--- Data ---
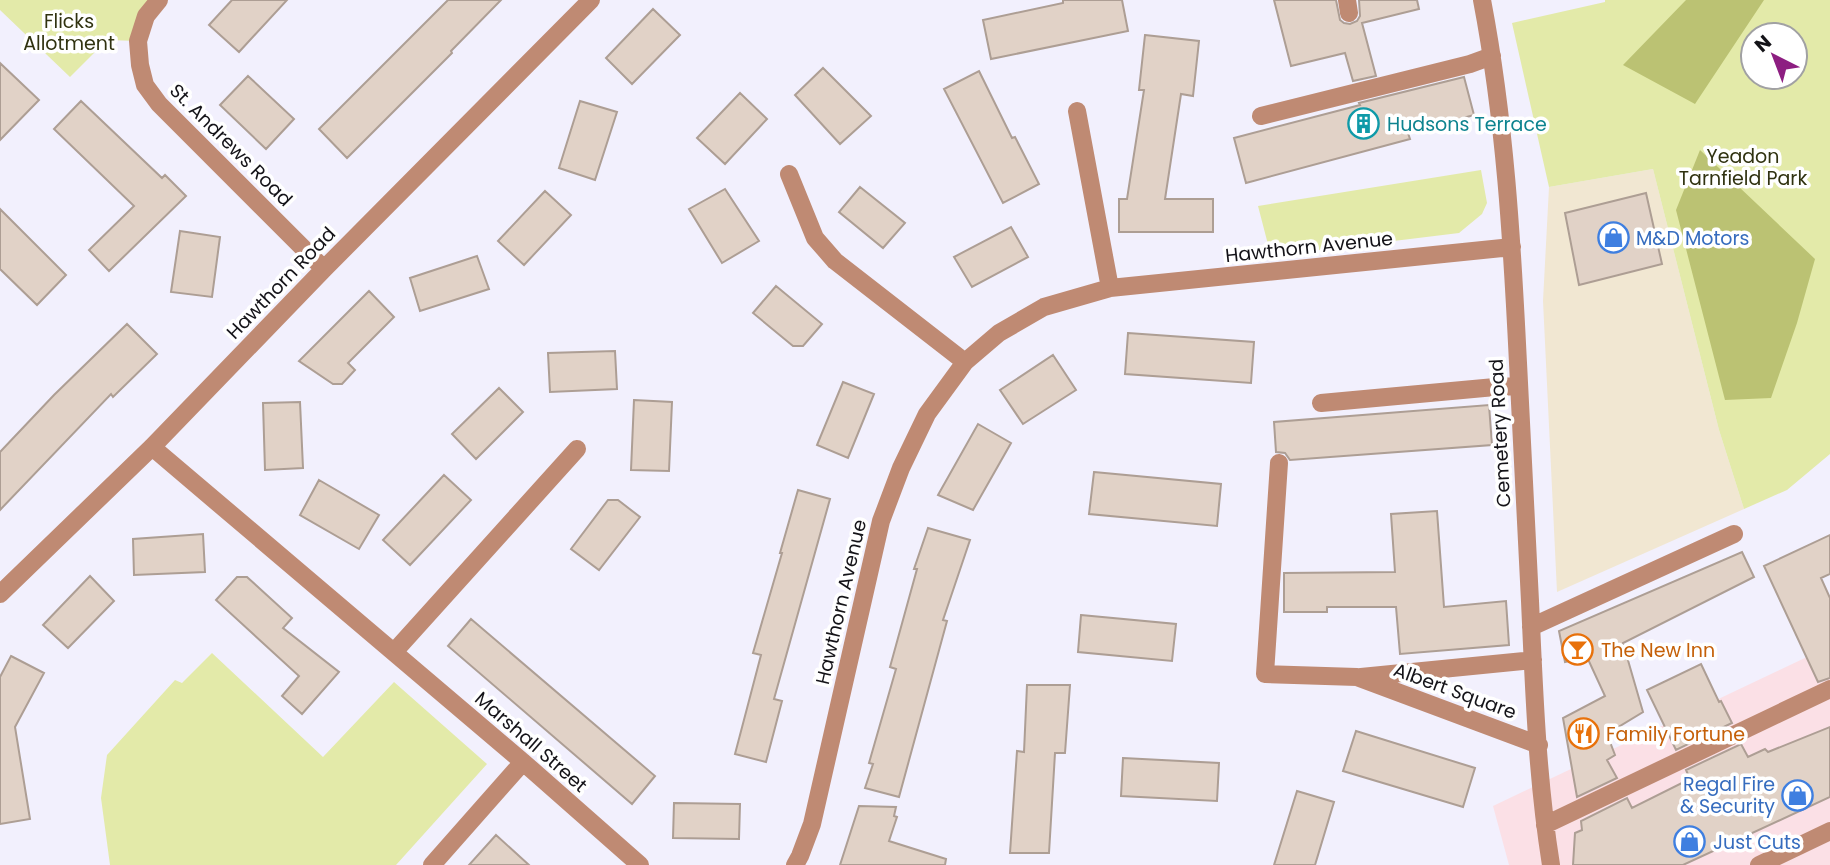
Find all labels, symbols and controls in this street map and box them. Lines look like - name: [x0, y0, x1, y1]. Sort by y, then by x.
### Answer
- park label: Flicks Allotment: [23, 8, 115, 57]
- north arrow: [1739, 21, 1809, 91]
- text: N: [1749, 29, 1777, 59]
- street label: St. Andrews Road: [164, 78, 298, 212]
- building icon: Hudsons Terrace: [1347, 107, 1381, 141]
- place label: Hudsons Terrace: [1387, 111, 1547, 138]
- park label: Yeadon Tarnfield Park: [1679, 143, 1807, 192]
- street label: Hawthorn Road: [220, 221, 342, 345]
- shop icon: M&D Motors: [1596, 221, 1630, 255]
- street label: Hawthorn Avenue: [1224, 225, 1394, 269]
- place label: M&D Motors: [1636, 225, 1750, 252]
- street label: Cemetery Road: [1483, 358, 1517, 508]
- street label: Hawthorn Avenue: [809, 517, 873, 687]
- bar icon: The New Inn: [1561, 633, 1595, 667]
- place label: The New Inn: [1601, 637, 1715, 664]
- street label: Albert Square: [1390, 656, 1520, 726]
- street label: Marshall Street: [469, 685, 593, 799]
- restaurant icon: Family Fortune: [1566, 717, 1600, 751]
- place label: Family Fortune: [1606, 721, 1745, 748]
- place label: Regal Fire & Security: [1680, 771, 1775, 820]
- shop icon: Regal Fire & Security: [1781, 778, 1815, 812]
- shop icon: Just Cuts: [1673, 825, 1707, 859]
- place label: Just Cuts: [1713, 829, 1801, 856]

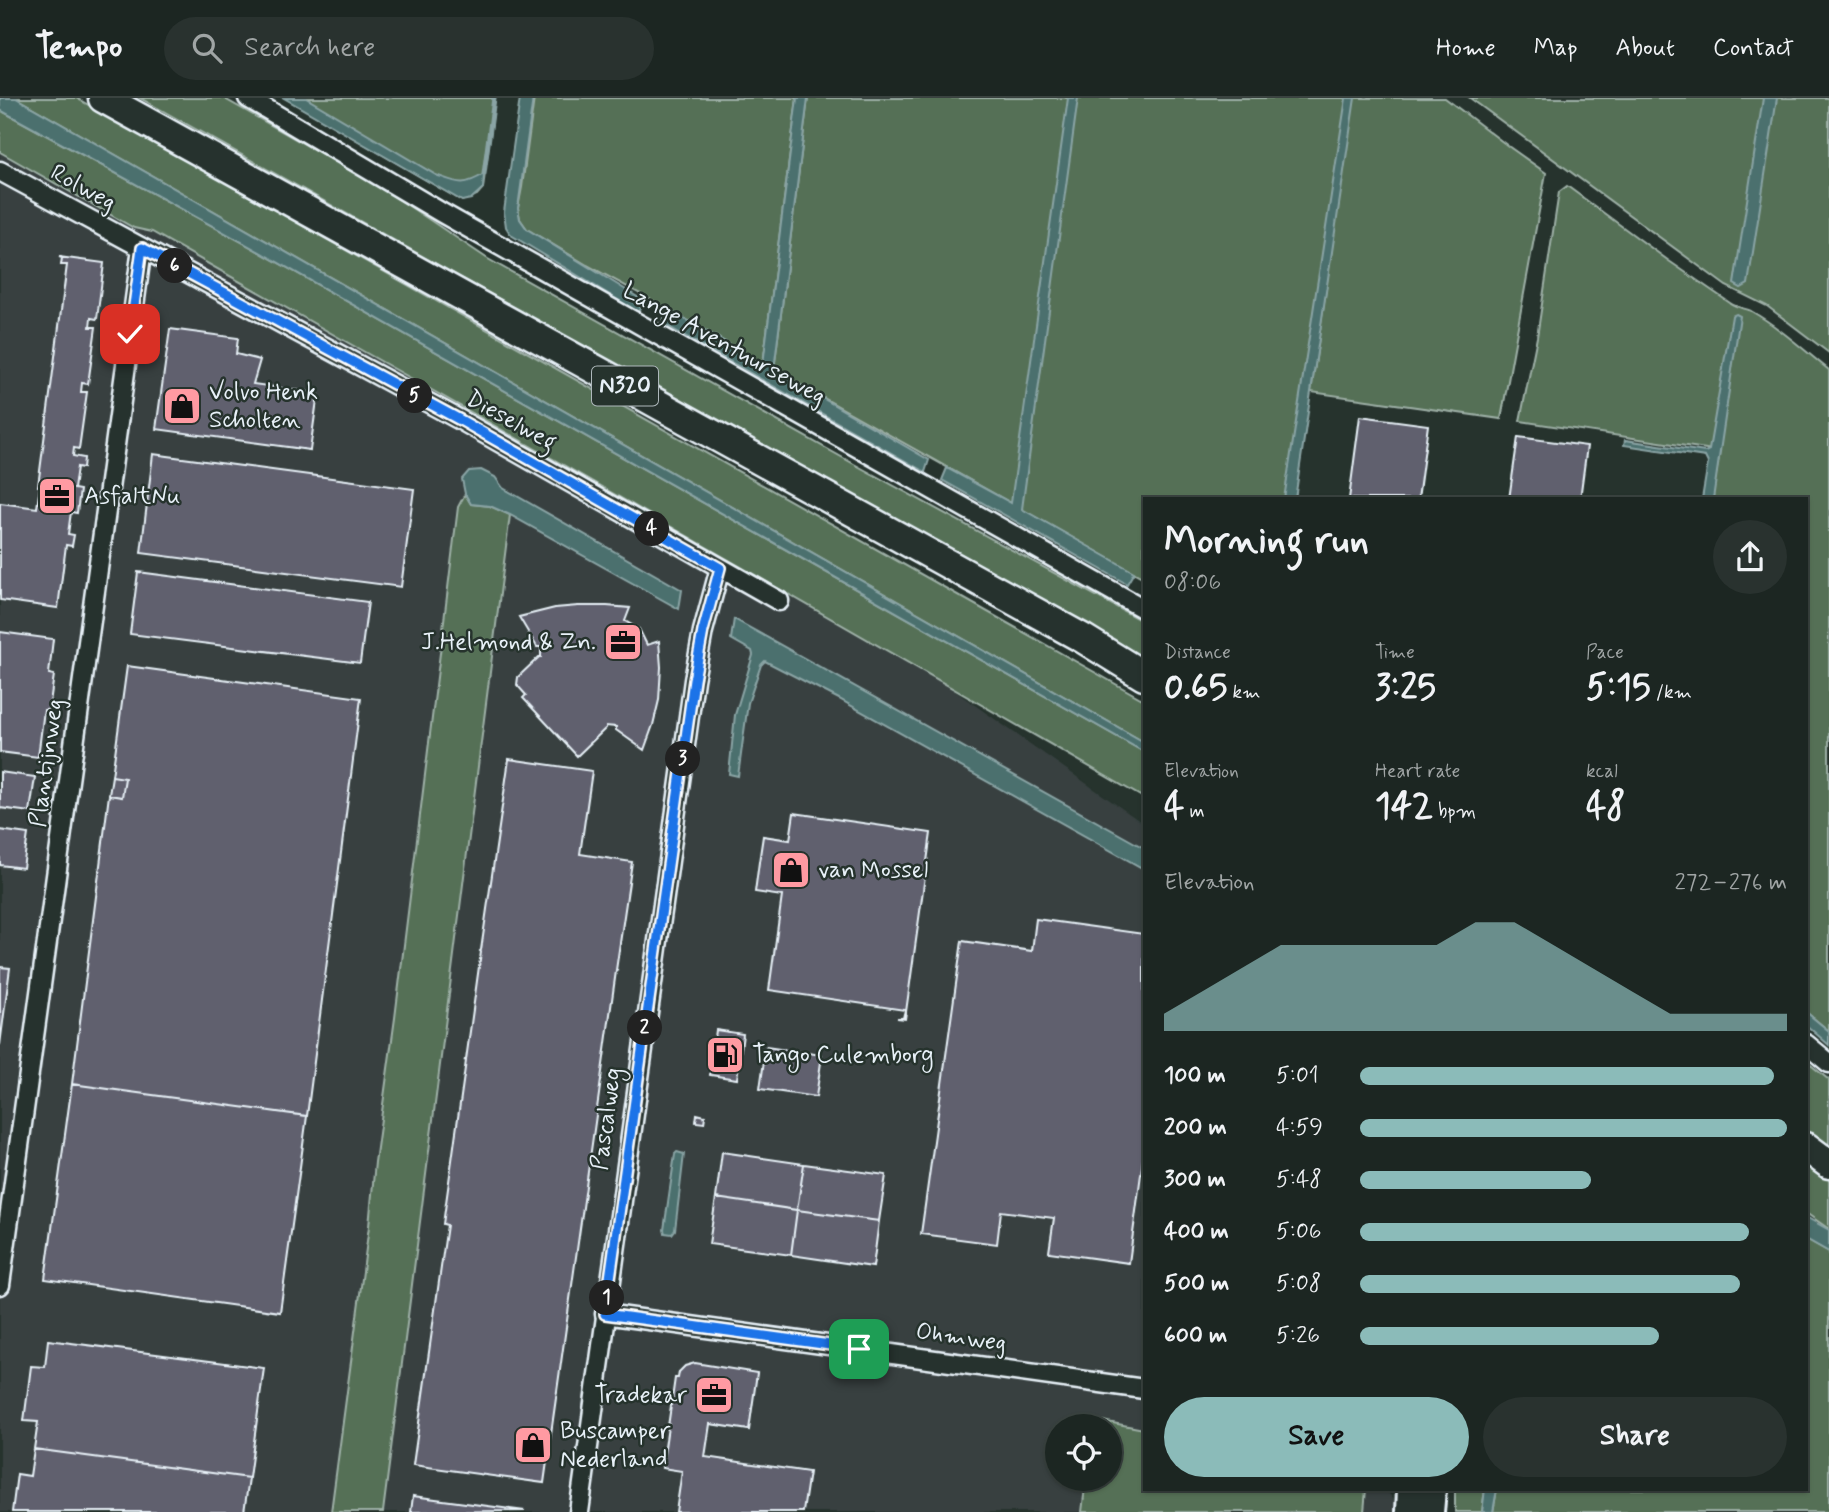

--- What to do ---
Go through the listing above and quote it exactly, apart from its images.

--- Answer section ---
Find all labels, symbols and controls in this street map and box them. Lines look like - name: [x0, y0, x1, y1]. Sort by y, then by x.
### Answer
- park label: Flicks Allotment: [23, 8, 115, 57]
- north arrow: [1739, 21, 1809, 91]
- text: N: [1749, 29, 1777, 59]
- street label: St. Andrews Road: [164, 78, 298, 212]
- building icon: Hudsons Terrace: [1347, 107, 1381, 141]
- place label: Hudsons Terrace: [1387, 111, 1547, 138]
- park label: Yeadon Tarnfield Park: [1679, 143, 1807, 192]
- street label: Hawthorn Road: [220, 221, 342, 345]
- shop icon: M&D Motors: [1596, 221, 1630, 255]
- street label: Hawthorn Avenue: [1224, 225, 1394, 269]
- place label: M&D Motors: [1636, 225, 1750, 252]
- street label: Cemetery Road: [1483, 358, 1517, 508]
- street label: Hawthorn Avenue: [809, 517, 873, 687]
- bar icon: The New Inn: [1561, 633, 1595, 667]
- place label: The New Inn: [1601, 637, 1715, 664]
- street label: Albert Square: [1390, 656, 1520, 726]
- street label: Marshall Street: [469, 685, 593, 799]
- restaurant icon: Family Fortune: [1566, 717, 1600, 751]
- place label: Family Fortune: [1606, 721, 1745, 748]
- place label: Regal Fire & Security: [1680, 771, 1775, 820]
- shop icon: Regal Fire & Security: [1781, 778, 1815, 812]
- shop icon: Just Cuts: [1673, 825, 1707, 859]
- place label: Just Cuts: [1713, 829, 1801, 856]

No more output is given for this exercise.